The setting is a BBC radio studio within Broadcasting House in 1937. Outside a thunder storm is raging causing the studio lights to flicker. In the studio next door Alvar Lidell is reading the evening news. Before us the cast of The Fitzrovia Radio Hour are poised to bring us a dramatic adaptation of Bram Stoker’s Dracula.

East Anglian Daily Times: Fiona Sheehan, Jon Edgley Bond and Dan Starkey in The Fitzrovia Radio Hour's Dracula at the Colchester MercuryFiona Sheehan, Jon Edgley Bond and Dan Starkey in The Fitzrovia Radio Hour's Dracula at the Colchester Mercury (Image: Archant)

The brilliant conceit behind this show is that Stoker’s classic tale is re-animated with a healthy dose of surreal humour. The story of Dracula is delivered not only as a radio broadcast but also as a tongue-in-cheek comedy. What we get is a play within a play. The narrative is dramatised faithfully on air but we also get to see the comic chaos which surrounds the broadcast.

Cast members fall-out, others fall in love, some are past their sell-by date and if all that wasn’t enough the regulars of The Fitzrovia Radio Hour are joined by a mysterious guest star, a Romanian count who has been drafted in to play the notorious title role.

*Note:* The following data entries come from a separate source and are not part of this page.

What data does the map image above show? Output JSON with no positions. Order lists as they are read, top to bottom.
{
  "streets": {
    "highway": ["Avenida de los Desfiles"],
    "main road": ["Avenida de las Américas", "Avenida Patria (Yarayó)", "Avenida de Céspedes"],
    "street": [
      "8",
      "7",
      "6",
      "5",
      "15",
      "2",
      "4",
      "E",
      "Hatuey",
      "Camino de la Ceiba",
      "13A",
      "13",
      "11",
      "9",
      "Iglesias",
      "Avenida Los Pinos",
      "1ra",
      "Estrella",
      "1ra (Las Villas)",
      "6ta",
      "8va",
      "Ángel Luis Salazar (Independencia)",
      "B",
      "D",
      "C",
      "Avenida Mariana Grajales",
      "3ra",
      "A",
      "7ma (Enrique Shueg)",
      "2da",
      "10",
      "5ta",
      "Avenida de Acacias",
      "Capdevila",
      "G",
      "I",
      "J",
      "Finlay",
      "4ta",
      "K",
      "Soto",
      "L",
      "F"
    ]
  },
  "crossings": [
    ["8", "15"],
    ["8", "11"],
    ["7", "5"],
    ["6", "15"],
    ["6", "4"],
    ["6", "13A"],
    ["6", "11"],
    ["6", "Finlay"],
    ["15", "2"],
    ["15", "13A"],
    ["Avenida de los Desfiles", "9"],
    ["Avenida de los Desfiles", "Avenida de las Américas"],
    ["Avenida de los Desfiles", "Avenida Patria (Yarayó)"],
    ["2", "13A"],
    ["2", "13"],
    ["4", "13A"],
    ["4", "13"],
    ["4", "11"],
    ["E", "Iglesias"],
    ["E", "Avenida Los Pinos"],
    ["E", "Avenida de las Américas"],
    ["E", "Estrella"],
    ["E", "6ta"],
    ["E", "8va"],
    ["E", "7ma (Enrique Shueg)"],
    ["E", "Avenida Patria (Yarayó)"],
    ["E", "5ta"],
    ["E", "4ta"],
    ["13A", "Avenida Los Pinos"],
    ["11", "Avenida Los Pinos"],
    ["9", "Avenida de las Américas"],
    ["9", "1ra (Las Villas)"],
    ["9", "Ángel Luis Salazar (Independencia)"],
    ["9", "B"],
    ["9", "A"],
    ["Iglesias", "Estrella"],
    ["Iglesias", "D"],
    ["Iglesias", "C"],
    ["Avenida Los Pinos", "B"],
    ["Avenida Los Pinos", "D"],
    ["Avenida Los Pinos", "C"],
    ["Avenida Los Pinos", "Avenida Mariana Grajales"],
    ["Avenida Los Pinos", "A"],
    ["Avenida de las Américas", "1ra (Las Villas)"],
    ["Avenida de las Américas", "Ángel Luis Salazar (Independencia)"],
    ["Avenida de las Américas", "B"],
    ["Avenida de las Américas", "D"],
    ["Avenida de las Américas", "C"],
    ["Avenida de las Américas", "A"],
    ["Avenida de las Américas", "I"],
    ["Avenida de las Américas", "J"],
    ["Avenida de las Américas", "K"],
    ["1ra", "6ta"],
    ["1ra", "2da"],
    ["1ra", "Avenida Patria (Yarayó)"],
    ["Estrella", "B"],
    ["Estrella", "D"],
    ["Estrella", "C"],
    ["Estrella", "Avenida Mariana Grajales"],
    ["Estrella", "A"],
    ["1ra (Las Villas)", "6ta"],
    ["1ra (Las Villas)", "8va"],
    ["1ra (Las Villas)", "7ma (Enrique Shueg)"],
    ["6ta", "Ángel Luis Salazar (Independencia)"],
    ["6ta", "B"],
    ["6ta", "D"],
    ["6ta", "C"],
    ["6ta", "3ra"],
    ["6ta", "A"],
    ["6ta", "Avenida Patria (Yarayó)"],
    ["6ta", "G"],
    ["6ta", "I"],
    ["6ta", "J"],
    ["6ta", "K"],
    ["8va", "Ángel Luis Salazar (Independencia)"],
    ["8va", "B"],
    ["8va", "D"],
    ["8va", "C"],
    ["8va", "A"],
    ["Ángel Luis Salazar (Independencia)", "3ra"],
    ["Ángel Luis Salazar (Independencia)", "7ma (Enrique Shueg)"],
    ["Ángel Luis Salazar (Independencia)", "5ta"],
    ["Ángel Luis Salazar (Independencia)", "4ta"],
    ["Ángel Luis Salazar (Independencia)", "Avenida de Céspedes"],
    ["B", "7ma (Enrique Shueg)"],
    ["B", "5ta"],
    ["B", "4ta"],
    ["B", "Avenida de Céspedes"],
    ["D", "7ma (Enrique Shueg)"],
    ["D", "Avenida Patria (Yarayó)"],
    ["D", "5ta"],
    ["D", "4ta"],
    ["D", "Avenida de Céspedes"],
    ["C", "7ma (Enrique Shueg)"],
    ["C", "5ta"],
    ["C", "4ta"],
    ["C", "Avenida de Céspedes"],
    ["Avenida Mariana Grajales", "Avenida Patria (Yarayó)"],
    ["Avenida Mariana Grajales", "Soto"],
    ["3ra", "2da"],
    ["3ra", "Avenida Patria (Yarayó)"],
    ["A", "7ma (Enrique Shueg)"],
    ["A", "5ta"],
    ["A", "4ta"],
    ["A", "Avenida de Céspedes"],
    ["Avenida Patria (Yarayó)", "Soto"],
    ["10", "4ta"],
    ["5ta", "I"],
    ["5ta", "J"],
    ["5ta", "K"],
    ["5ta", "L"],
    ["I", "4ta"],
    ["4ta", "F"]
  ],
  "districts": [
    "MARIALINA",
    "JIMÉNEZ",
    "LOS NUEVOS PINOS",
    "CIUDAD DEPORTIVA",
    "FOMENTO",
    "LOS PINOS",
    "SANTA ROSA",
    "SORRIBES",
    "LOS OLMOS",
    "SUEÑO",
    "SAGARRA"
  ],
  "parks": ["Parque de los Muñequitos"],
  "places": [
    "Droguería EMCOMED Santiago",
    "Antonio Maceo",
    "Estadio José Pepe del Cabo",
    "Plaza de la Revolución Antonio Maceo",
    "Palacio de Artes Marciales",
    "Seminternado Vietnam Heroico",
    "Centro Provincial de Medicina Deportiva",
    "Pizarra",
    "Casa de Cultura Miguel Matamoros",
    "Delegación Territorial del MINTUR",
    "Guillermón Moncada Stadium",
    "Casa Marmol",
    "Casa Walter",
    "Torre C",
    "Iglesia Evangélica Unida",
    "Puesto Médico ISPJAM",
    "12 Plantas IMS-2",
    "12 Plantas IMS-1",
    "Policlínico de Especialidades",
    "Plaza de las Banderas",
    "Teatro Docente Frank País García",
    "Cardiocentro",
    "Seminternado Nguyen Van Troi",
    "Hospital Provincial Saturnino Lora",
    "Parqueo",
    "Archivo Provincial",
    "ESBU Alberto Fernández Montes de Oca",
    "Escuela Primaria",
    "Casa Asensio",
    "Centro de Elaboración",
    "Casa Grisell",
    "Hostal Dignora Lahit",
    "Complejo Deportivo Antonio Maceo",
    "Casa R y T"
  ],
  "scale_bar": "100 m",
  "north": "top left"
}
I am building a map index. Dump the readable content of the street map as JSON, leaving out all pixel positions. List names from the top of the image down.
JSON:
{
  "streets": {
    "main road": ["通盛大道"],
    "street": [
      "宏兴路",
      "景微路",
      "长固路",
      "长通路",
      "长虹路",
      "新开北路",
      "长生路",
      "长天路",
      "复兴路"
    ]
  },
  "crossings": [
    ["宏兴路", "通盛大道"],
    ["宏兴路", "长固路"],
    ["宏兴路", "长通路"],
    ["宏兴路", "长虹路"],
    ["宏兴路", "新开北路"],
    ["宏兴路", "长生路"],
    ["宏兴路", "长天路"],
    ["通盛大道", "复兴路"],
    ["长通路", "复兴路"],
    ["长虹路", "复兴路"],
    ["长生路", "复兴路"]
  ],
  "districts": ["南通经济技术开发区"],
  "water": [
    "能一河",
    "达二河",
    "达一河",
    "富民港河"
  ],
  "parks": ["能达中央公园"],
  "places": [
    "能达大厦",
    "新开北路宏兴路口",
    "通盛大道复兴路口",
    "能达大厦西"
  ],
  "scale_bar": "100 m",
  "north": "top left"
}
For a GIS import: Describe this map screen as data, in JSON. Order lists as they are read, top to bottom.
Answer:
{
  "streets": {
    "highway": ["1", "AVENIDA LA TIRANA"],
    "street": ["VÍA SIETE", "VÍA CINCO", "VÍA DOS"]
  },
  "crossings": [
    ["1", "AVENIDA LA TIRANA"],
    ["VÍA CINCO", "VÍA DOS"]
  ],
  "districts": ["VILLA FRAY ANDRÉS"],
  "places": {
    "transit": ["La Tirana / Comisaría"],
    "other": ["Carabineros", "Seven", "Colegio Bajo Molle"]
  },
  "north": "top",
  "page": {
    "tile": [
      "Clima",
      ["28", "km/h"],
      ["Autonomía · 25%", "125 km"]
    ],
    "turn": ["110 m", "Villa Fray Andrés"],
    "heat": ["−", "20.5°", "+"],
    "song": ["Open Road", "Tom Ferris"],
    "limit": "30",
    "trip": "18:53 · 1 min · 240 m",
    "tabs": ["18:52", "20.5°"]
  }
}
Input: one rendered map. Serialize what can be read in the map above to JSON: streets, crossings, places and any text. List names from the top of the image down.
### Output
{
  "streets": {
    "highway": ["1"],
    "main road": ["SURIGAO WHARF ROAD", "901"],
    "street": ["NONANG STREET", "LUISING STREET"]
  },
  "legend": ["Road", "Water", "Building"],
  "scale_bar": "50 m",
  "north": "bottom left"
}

The fast-moving adaptation has been vividly brought to life by director Cal McCrystal and writers Tom Mallaburn, Phil Mulryne and Jon Edgley Bond. The show is delivered with a deliciously light touch. Nothing is over played and they had the packed theatre roaring with laughter.

The show is well cast. David Benson relishes playing with his tortured east European accent and his courtly demeanor while Dan Starkey anchors the production as the one relatively ‘normal’ member of the cast who forms the bridge with the radio/theatre audience. Jon Edgley Bond is the matinee idol slumming it on radio, Fiona Sheehan is the young ingénue who is smitten with her leading man, while Joanna Wake is the eccentric veteran actress who solicits a round of applause after every scene with a genteel bow to the audience and Tom Mallaburn is the piano playing extra with a grudge against Fiona Sheehan.

The laughs flow thick and fast and there is plenty of atmosphere. McCrystal and the Mercury production team have created a very believable radio studio. For theatre audiences worried that this is merely a show about people gathered aropund a microphone reading scripts then nothing could be further from the truth. There is a host of frenetic activity as the cast produce all their own spot effects.

The Fitzrovia Radio Hour’s Dracula produces a hugely entertaining night at the theatre without ever undermining its source material. It’s fun, inventive and captures that period feel perfectly. A total joy.